I'm trying to understand the reason why anova(f1, f2, f3) and anova(f1, f2) gives me different result while anova(f1, f2, f3) and anova(f2, f3) gives me the same.
Here's the code:
> data(swiss)
> fit1 <- lm(Fertility ~ Agriculture, data=swiss)
> fit3 <- lm(Fertility ~ Agriculture + Examination + Education, data=swiss)

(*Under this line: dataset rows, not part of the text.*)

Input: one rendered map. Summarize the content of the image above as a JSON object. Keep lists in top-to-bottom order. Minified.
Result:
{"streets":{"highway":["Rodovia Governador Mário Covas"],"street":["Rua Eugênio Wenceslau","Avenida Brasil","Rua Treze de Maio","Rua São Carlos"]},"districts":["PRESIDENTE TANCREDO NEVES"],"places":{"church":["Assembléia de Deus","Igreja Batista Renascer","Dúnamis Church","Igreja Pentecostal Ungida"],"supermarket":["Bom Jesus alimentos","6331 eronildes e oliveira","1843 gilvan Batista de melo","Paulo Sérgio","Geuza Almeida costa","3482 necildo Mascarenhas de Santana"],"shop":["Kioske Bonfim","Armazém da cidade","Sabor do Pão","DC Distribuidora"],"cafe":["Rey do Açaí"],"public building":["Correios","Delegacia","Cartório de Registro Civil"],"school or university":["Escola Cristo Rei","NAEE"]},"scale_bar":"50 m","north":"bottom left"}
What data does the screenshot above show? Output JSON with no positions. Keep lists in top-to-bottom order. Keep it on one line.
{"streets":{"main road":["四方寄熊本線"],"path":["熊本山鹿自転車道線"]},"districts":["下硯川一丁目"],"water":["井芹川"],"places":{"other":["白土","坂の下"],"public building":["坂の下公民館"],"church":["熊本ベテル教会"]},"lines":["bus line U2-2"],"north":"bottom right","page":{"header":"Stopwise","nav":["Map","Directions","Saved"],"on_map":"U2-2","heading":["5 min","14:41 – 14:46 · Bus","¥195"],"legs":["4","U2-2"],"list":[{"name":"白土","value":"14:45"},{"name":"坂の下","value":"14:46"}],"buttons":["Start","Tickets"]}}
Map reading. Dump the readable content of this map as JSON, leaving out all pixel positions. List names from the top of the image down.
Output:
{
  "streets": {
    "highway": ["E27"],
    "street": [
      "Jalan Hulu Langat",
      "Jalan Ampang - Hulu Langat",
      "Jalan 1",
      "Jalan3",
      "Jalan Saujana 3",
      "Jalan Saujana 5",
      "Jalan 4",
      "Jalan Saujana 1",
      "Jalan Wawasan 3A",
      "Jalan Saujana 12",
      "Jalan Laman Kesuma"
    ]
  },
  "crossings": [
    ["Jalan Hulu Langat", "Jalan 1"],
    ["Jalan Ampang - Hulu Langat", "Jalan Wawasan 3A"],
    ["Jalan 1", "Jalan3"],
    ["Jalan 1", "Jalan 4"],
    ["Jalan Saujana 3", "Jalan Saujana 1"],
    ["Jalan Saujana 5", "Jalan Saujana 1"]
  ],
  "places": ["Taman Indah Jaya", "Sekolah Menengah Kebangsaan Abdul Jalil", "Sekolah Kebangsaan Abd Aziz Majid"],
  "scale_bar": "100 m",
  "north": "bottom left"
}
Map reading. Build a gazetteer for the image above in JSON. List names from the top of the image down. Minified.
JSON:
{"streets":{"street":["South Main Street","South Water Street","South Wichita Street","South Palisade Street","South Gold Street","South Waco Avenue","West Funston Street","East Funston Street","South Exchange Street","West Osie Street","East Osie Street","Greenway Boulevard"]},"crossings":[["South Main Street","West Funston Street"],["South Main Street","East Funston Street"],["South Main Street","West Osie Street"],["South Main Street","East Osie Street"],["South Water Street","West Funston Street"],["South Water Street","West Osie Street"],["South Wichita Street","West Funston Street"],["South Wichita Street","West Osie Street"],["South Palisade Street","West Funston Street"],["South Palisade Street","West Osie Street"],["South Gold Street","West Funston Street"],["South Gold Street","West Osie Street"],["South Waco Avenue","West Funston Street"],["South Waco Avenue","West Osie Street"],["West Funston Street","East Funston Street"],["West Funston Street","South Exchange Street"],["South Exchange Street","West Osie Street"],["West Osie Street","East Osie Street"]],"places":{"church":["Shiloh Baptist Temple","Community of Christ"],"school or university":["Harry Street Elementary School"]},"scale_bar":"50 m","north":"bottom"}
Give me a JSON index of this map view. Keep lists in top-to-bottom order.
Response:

> fit5 <- lm(Fertility ~ Agriculture + Examination + Education + Catholic + Infant.Mortality, data=swiss)
> class(fit1)
[1] "lm"
> class(fit3)
[1] "lm"
> class(fit5)
[1] "lm"
> anova(fit1, fit3, fit5)
Analysis of Variance Table
Model 1: Fertility ~ Agriculture
Model 2: Fertility ~ Agriculture + Examination + Education
Model 3: Fertility ~ Agriculture + Examination + Education + Catholic +
Infant.Mortality
Res.Df RSS Df Sum of Sq F Pr(>F)
1 45 6283.1
2 43 3180.9 2 3102.2 30.211 8.638e-09 ***
3 41 2105.0 2 1075.9 10.477 0.0002111 ***
---
Signif. codes: 0 ‘***’ 0.001 ‘**’ 0.01 ‘*’ 0.05 ‘.’ 0.1 ‘ ’ 1
> anova(fit1, fit3)
Analysis of Variance Table
Model 1: Fertility ~ Agriculture
Model 2: Fertility ~ Agriculture + Examination + Education
Res.Df RSS Df Sum of Sq F Pr(>F)
1 45 6283.1
2 43 3180.9 2 3102.2 20.968 4.407e-07 ***
---
Signif. codes: 0 ‘***’ 0.001 ‘**’ 0.01 ‘*’ 0.05 ‘.’ 0.1 ‘ ’ 1
> anova(fit3, fit5)
Analysis of Variance Table
Model 1: Fertility ~ Agriculture + Examination + Education
Model 2: Fertility ~ Agriculture + Examination + Education + Catholic +
Infant.Mortality
Res.Df RSS Df Sum of Sq F Pr(>F)
1 43 3180.9
2 41 2105.0 2 1075.9 10.477 0.0002111 ***
---
Signif. codes: 0 ‘***’ 0.001 ‘**’ 0.01 ‘*’ 0.05 ‘.’ 0.1 ‘ ’ 1
To me, this is read like this:
anova(fit1, fit3, fit5)
shows me P value 8.638e-09 for the comparison of f1 and f3.anova(fit1, fit3)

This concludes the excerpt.